Holbein's followers produced copies and versions of his work, but he does not seem to have founded a school. Biographer Derek Wilson calls him one of the great "one-offs" of art history. The only artist who appears to have adopted his techniques was John Bettes the Elder, whose Man in a Black Cap (1545) is close in style to Holbein. Scholars differ about Holbein's influence on English art. In Foister's view: "Holbein had no real successors and few imitators in England. The disparity between his subtle, interrogatory portraits of men and women whose gazes follow us, and the stylised portraits of Elizabeth I and her courtiers can seem extreme, the more so as it is difficult to trace a proper stylistic succession to Holbein's work to bridge the middle of the century". Nevertheless, "modern" painting in England may be said to have begun with Holbein. That later artists were aware of his work is evident in their own, sometimes explicitly. Hans Eworth, for example, painted two full-length copies in the 1560s of Holbein's Henry VIII derived from the Whitehall pattern and included a Holbein in the background of his Mary Neville, Lady Dacre. The influence of Holbein's "monumentality and attention to texture" has been detected in Eworths' work. According to art historian Erna Auerbach: "Holbein's influence on the style of English portraiture was undoubtedly immense. Thanks to his genius, a portrait type was created which both served the requirements of the sitter and raised portraiture in England to a European level. It became the prototype of the English Court portrait of the Renaissance period".

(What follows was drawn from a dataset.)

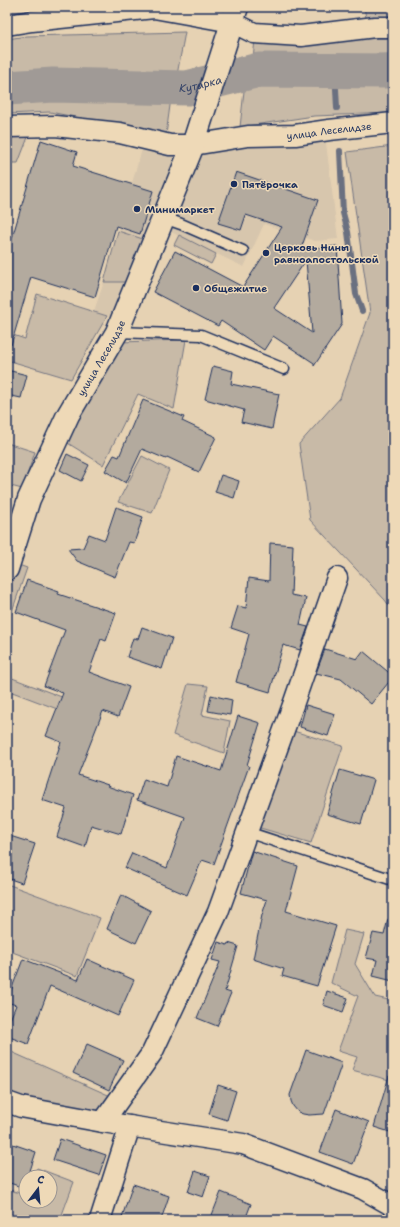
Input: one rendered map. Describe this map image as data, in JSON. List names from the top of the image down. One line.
{"streets":{"street":["улица Леселидзе"]},"water":["Кутарка"],"places":["Пятёрочка","Минимаркет","Церковь Нины равноапостольской","Общежитие"],"north":"top"}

The fashion for Old Masters in England after the 1620s created a demand for Holbein, led by the connoisseur Thomas Howard, Earl of Arundel. The Flemish artists Anthony van Dyck and Peter Paul Rubens discovered Holbein through Arundel. Arundel commissioned engravings of his Holbeins from the Czech Wenceslaus Hollar, some of works now lost. From this time, Holbein's art was also prized in the Netherlands, where the picture dealer Michel Le Blon became a Holbein connoisseur. The first catalogue raisonné of Holbein's work was produced by the Frenchman Charles Patin and the Swiss Sebastian Faesch in 1656. They published it with Erasmus's Encomium moriæ (The Praise of Folly) and an inaccurate biography that portrayed Holbein as dissolute.

In the 18th century, Holbein found favour in Europe with those who saw his precise art as an antidote to the Baroque. In England, the connoisseur and antiquarian Horace Walpole (1717–97) praised him as a master of the Gothic. Walpole hung his neo-Gothic house at Strawberry Hill with copies of Holbeins and kept a Holbein room. From around 1780, a re-evaluation of Holbein set in, and he was enshrined among the canonical masters. A new cult of the sacral art masterpiece arose, endorsed by the German Romantics. This view suffered a setback during the famous controversy known as the "Holbein-Streit" (Holbein dispute) in the 1870s. It emerged that the revered Meyer Madonna at Dresden was a copy, and that the little-known version at Darmstadt was the Holbein original. Since then, scholars have gradually removed the attribution to Holbein from many copies and derivative works. The current scholarly view of Holbein's art stresses his versatility, not only as a painter but as a draughtsman, printmaker, and designer. Art historian Erika Michael believes that "the breadth of his artistic legacy has been a significant factor in the sustained reception of his oeuvre".